Work order
Write out the entire listing below exactly as it appears, minus any pictures.

Provided material

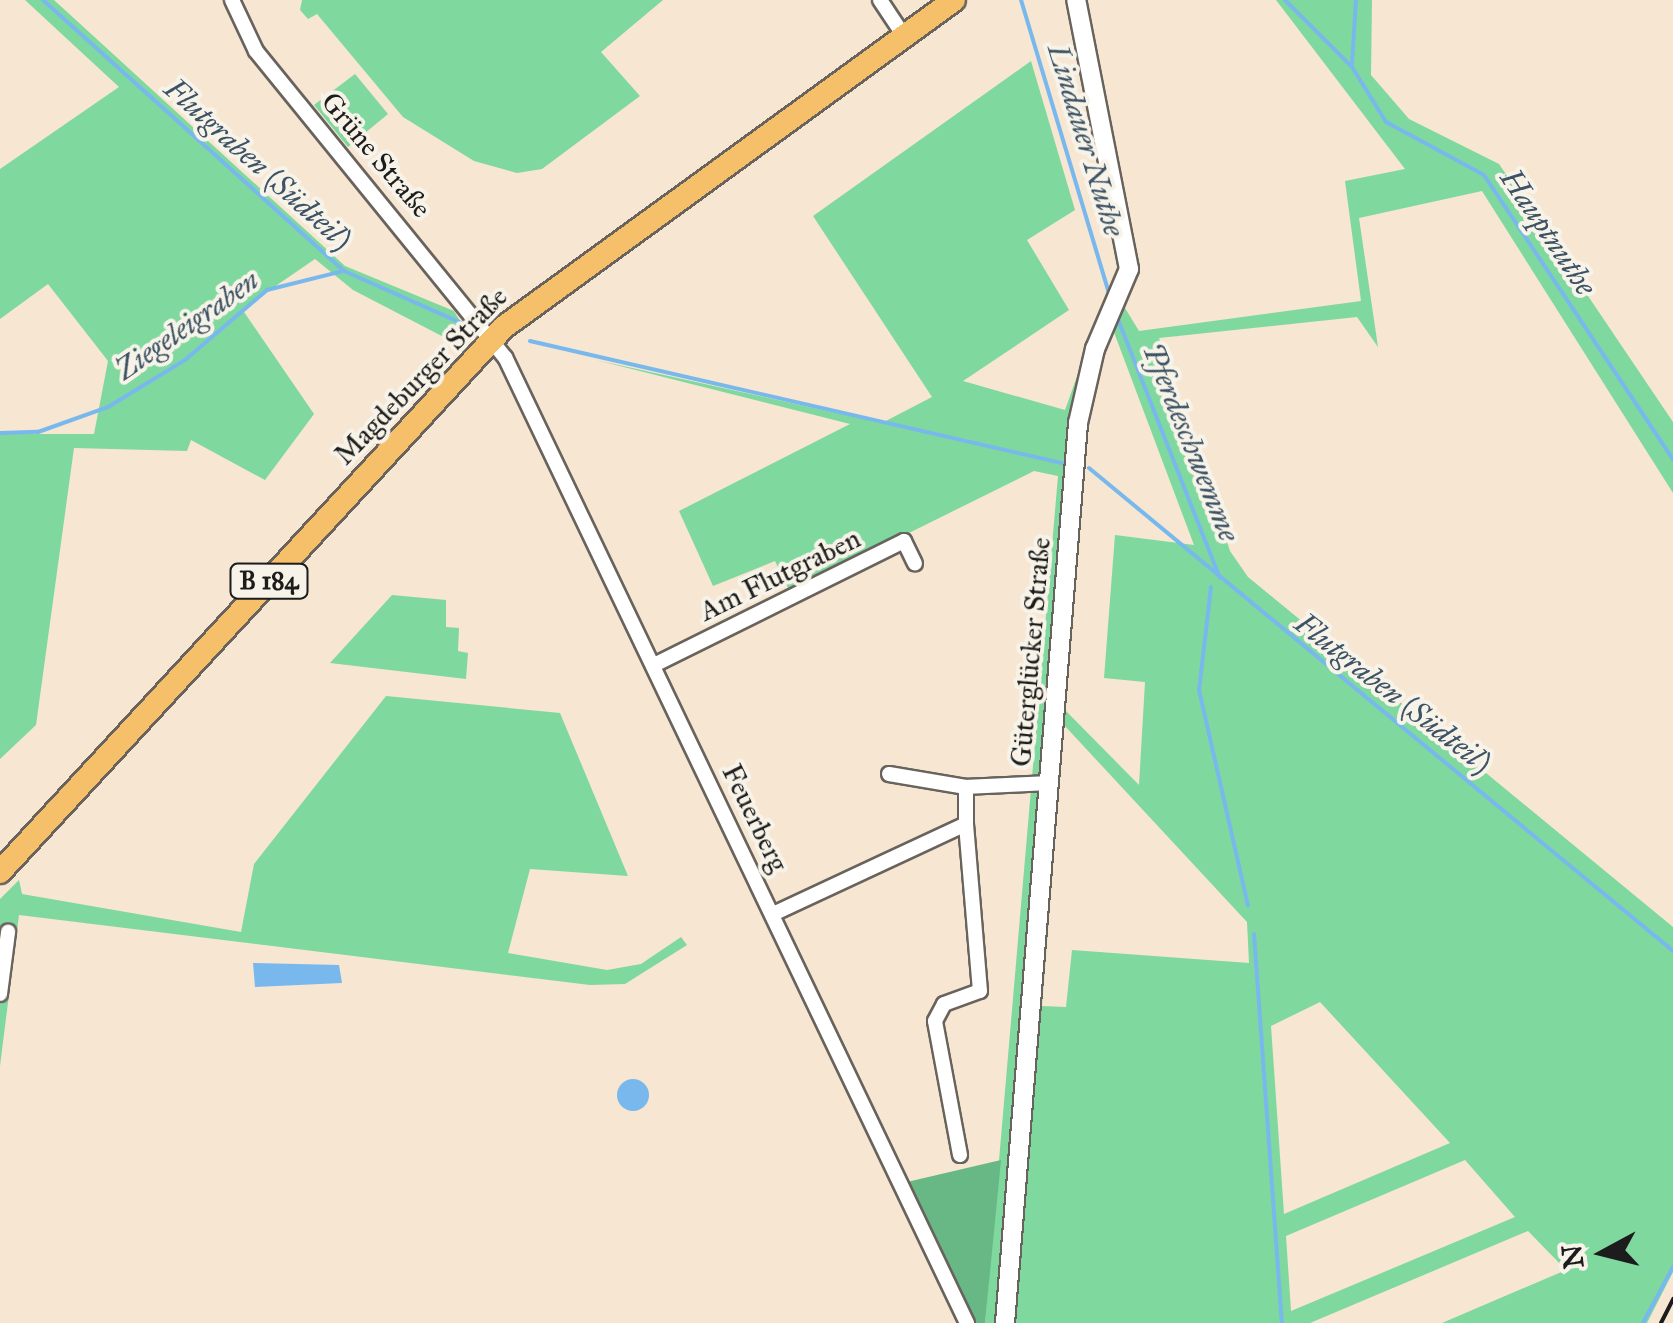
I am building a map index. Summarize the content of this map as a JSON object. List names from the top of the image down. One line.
{"streets":{"main road":["Magdeburger Straße","B 184"],"street":["Grüne Straße","Am Flutgraben","Güterglücker Straße","Feuerberg"]},"crossings":[["Grüne Straße","Magdeburger Straße"],["Grüne Straße","Feuerberg"],["Magdeburger Straße","Feuerberg"],["Am Flutgraben","Feuerberg"]],"water":["Lindauer Nuthe","Flutgraben (Südteil)","Hauptnuthe","Ziegeleigraben","Pferdeschwemme"],"north":"left"}
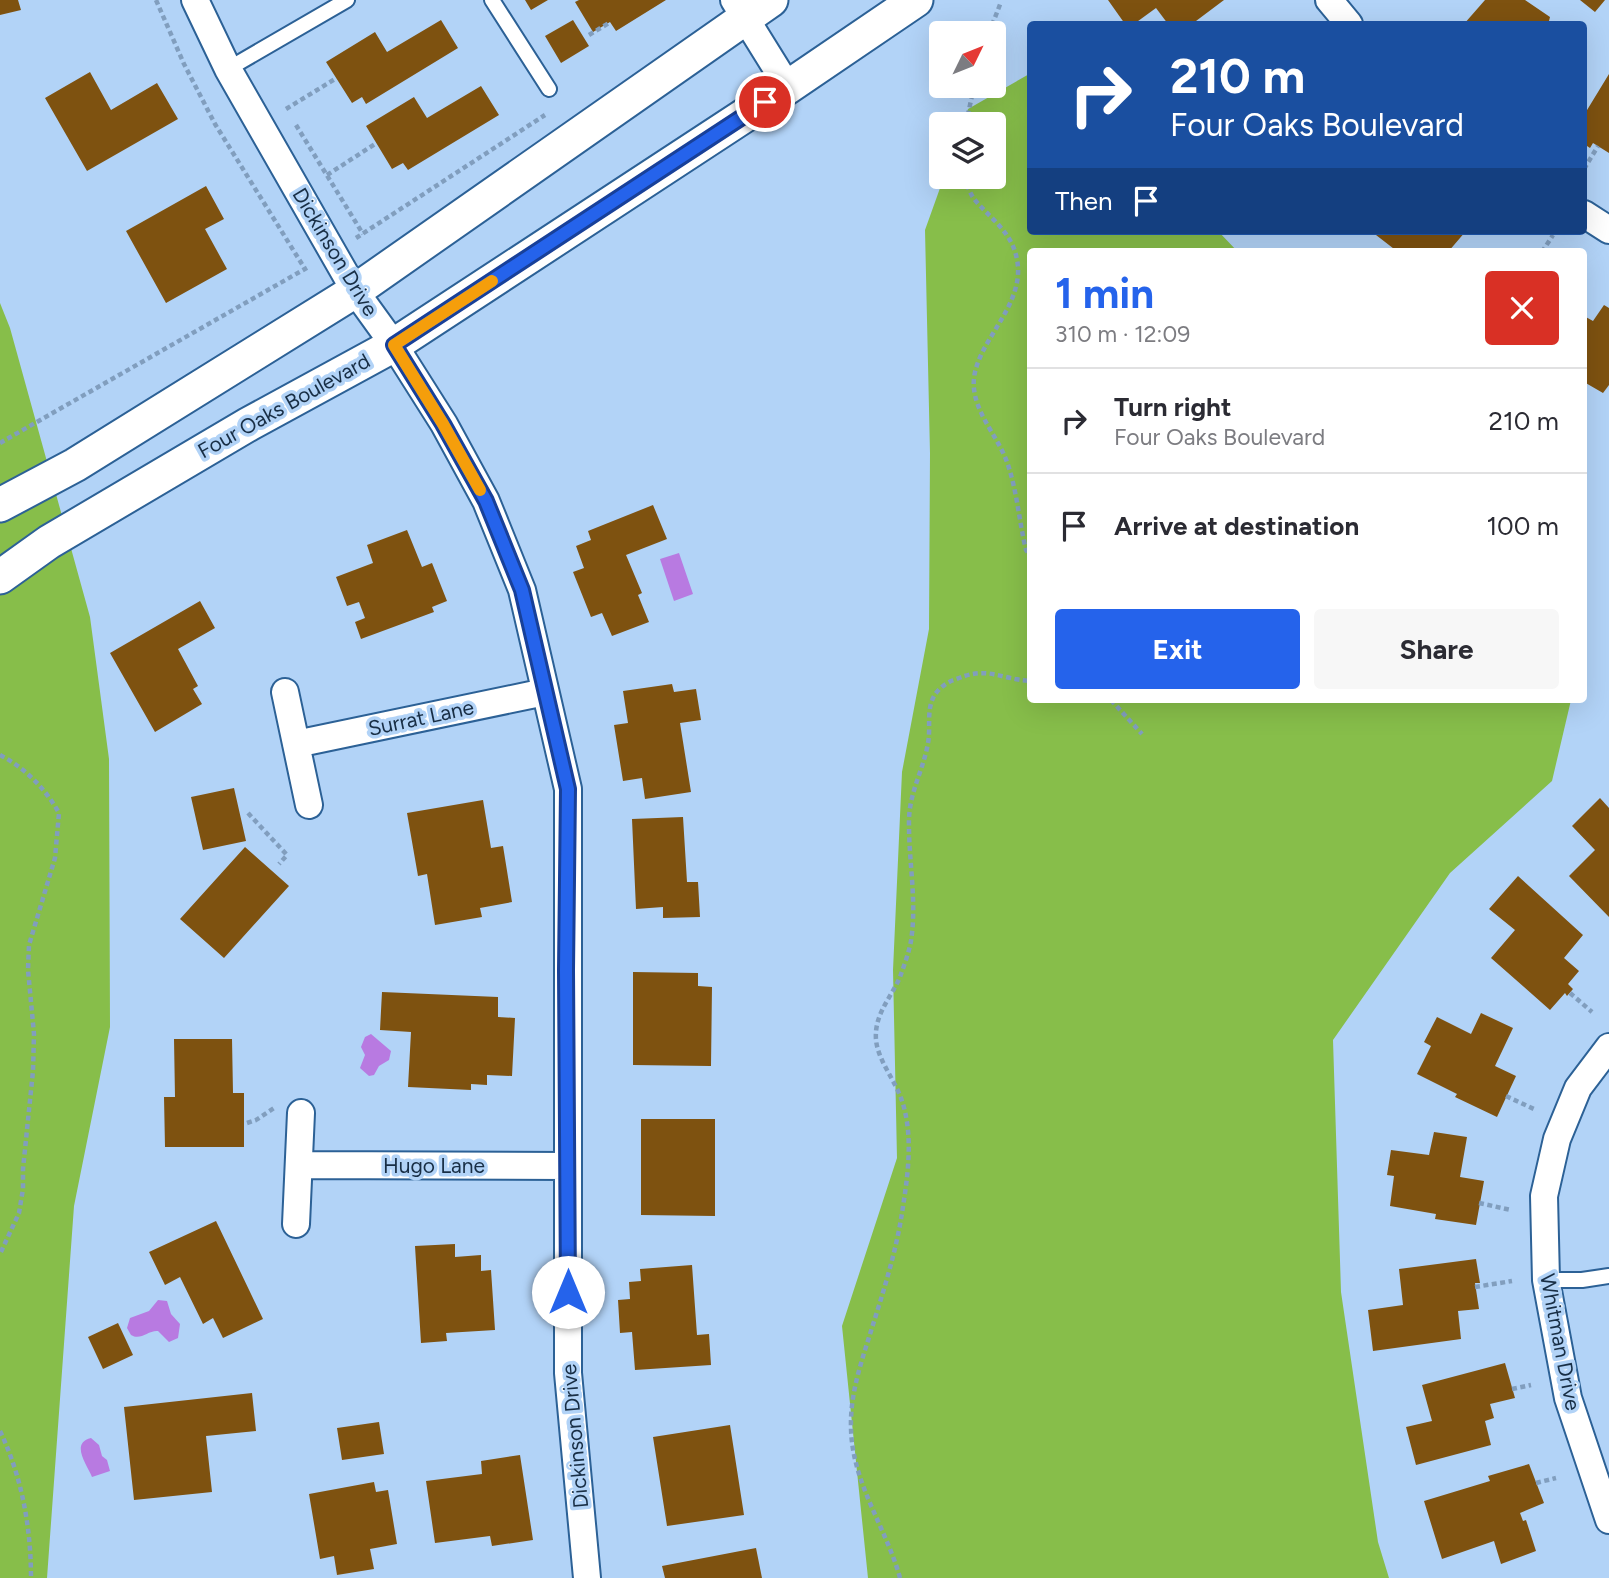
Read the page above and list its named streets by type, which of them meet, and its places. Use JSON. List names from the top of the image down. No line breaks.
{"streets":{"street":["Dickinson Drive","Four Oaks Boulevard","Surrat Lane","Hugo Lane","Whitman Drive"]},"crossings":[["Dickinson Drive","Four Oaks Boulevard"],["Dickinson Drive","Surrat Lane"],["Dickinson Drive","Hugo Lane"]],"north":"top right","page":{"turn":["210 m","Four Oaks Boulevard"],"then":"Then","heading":["1 min","310 m · 12:09"],"list":[{"name":"Turn right","note":"Four Oaks Boulevard","value":"210 m"},{"name":"Arrive at destination","value":"100 m"}],"buttons":["Exit","Share"]}}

Result below
I am building a map index. Summarize the content of this map as a JSON object. List names from the top of the image down. One line.
{"streets":{"main road":["Magdeburger Straße","B 184"],"street":["Grüne Straße","Am Flutgraben","Güterglücker Straße","Feuerberg"]},"crossings":[["Grüne Straße","Magdeburger Straße"],["Grüne Straße","Feuerberg"],["Magdeburger Straße","Feuerberg"],["Am Flutgraben","Feuerberg"]],"water":["Lindauer Nuthe","Flutgraben (Südteil)","Hauptnuthe","Ziegeleigraben","Pferdeschwemme"],"north":"left"}
Read the page above and list its named streets by type, which of them meet, and its places. Use JSON. List names from the top of the image down. No line breaks.
{"streets":{"street":["Dickinson Drive","Four Oaks Boulevard","Surrat Lane","Hugo Lane","Whitman Drive"]},"crossings":[["Dickinson Drive","Four Oaks Boulevard"],["Dickinson Drive","Surrat Lane"],["Dickinson Drive","Hugo Lane"]],"north":"top right","page":{"turn":["210 m","Four Oaks Boulevard"],"then":"Then","heading":["1 min","310 m · 12:09"],"list":[{"name":"Turn right","note":"Four Oaks Boulevard","value":"210 m"},{"name":"Arrive at destination","value":"100 m"}],"buttons":["Exit","Share"]}}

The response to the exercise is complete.